Cases like Leonhardt’s raise modern questions on parenting issues dealing with the new medium of always-on, always-connected advanced forms of communication.

When I was Leonhardt’s age, there were several, very important psychological factors which impeded my ability to bully or my likelihood to be bullied.

In Leonhardt’s case, her parents report she was given Internet access with a webcam in the privacy of her bedroom. After some repeated harassment over her sexual conduct from online bullies, she turned her webcam on and began to vent.

Children are able to express themselves with immediacy never before seen. In the case of many cyber bullies today, bullying also involves deindividuation. That is, it involves anonymity and the collective identification of a group. Deindividuation is blamed for the phenomena of mass hysteria and the mob insanity.

In my webcam-less youth, bullying required personal confrontation, identification and enough time in between an impulse and an action to reconsider and cool off.

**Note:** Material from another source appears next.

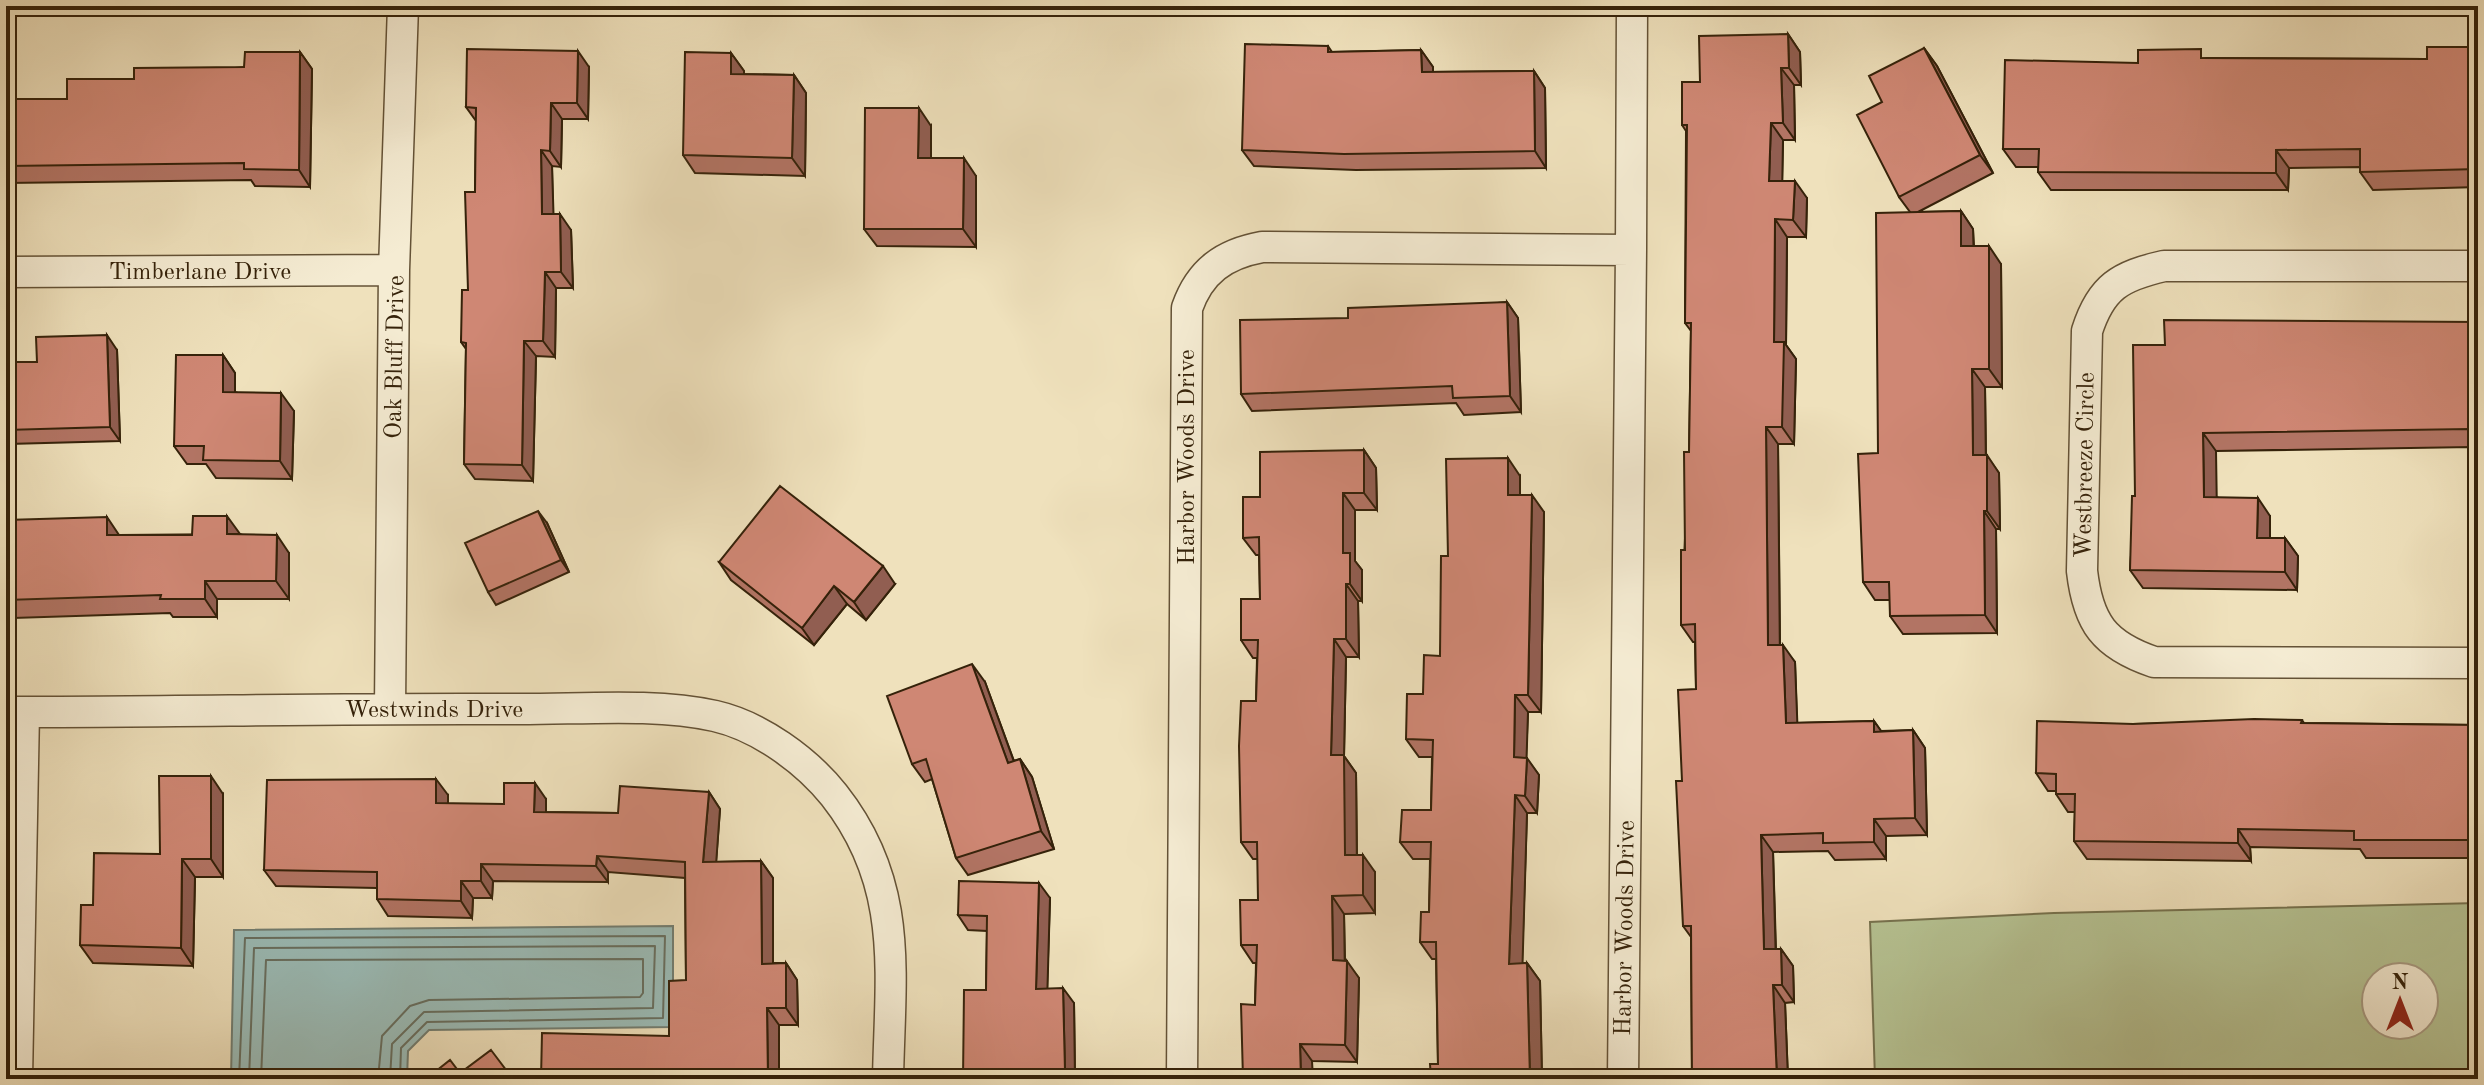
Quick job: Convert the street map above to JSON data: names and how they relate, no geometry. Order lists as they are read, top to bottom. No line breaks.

The case for the Internet’s catalytic effect on aggression and bullying certainly has merit.

However, there has been little discussion on how our impressions on youth aggression may be skewed by the effect of salience. While the availability of online media may increase aggressive expression, the availability of online data on such acts may cause us to use “availability heuristic,” the bias to believe something happens more often when its recollection more easily comes to mind.

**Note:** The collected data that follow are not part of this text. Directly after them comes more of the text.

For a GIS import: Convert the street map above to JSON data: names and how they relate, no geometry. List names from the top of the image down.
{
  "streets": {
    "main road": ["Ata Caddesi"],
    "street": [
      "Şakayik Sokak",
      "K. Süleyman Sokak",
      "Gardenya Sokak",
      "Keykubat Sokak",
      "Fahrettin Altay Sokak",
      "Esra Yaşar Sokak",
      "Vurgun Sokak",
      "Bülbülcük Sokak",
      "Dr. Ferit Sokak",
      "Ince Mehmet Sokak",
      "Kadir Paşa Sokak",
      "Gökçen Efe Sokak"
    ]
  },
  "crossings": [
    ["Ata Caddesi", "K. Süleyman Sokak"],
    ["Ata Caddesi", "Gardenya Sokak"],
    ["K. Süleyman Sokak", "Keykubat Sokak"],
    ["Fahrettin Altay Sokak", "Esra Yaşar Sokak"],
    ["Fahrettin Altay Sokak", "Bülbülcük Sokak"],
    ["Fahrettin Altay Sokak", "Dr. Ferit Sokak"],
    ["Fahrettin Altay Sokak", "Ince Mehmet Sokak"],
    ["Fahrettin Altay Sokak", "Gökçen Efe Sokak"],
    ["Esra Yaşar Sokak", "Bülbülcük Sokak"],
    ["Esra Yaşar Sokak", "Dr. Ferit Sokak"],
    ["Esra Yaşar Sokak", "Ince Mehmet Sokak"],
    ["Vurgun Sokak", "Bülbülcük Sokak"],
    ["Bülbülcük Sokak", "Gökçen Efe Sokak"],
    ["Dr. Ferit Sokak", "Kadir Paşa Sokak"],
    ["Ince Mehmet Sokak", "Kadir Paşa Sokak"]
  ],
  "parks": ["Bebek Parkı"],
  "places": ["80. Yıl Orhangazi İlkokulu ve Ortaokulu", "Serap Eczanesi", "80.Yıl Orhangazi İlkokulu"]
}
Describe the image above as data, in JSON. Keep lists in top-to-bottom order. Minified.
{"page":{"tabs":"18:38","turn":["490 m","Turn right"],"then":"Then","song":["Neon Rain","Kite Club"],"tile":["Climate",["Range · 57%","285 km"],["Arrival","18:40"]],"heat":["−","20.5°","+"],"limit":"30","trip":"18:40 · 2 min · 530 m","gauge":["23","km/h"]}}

In any case, today’s parents, who may not even know what Twitter, Facebook and Youtube are, may face a unique struggle not well represented in books on parenting.

Short of pulling the plug on their kid’s computer, how can parents protect their children from bullying if they don’t understand how children are communicating in the first place? It’s important to understand the psychological aspects that allow, reinforce and inspire bullying.

While plenty of literature has been published on the various motives of bullies, the internet age has amplified the role of deindividuation. There is probably no better example than the trophy-hunting bullying antics of “Anonymous,” a group of Internet trollers (another word for cyber bullies and just plain annoying people online).

These trollers from 4chan.org have gone to such lengths as harassing the parents of deceased cyber bullying victims on the phone, posing as their deceased sons and daughters. ?

Parents can reasonably intervene with their children’s social networks simply by observing which networks are at high risk for deindividuation. Some social networks have employed ranking incentives for maintaining an honest, online identity through virtual earnings like “karma points,” which are earned by long-term use of a social network without report of misbehavior.

In the early days of the Internet, parents were concerned with their children posting their actual names and photos online. Ironically, it is those anonymous people of whom parents should be extra cautious.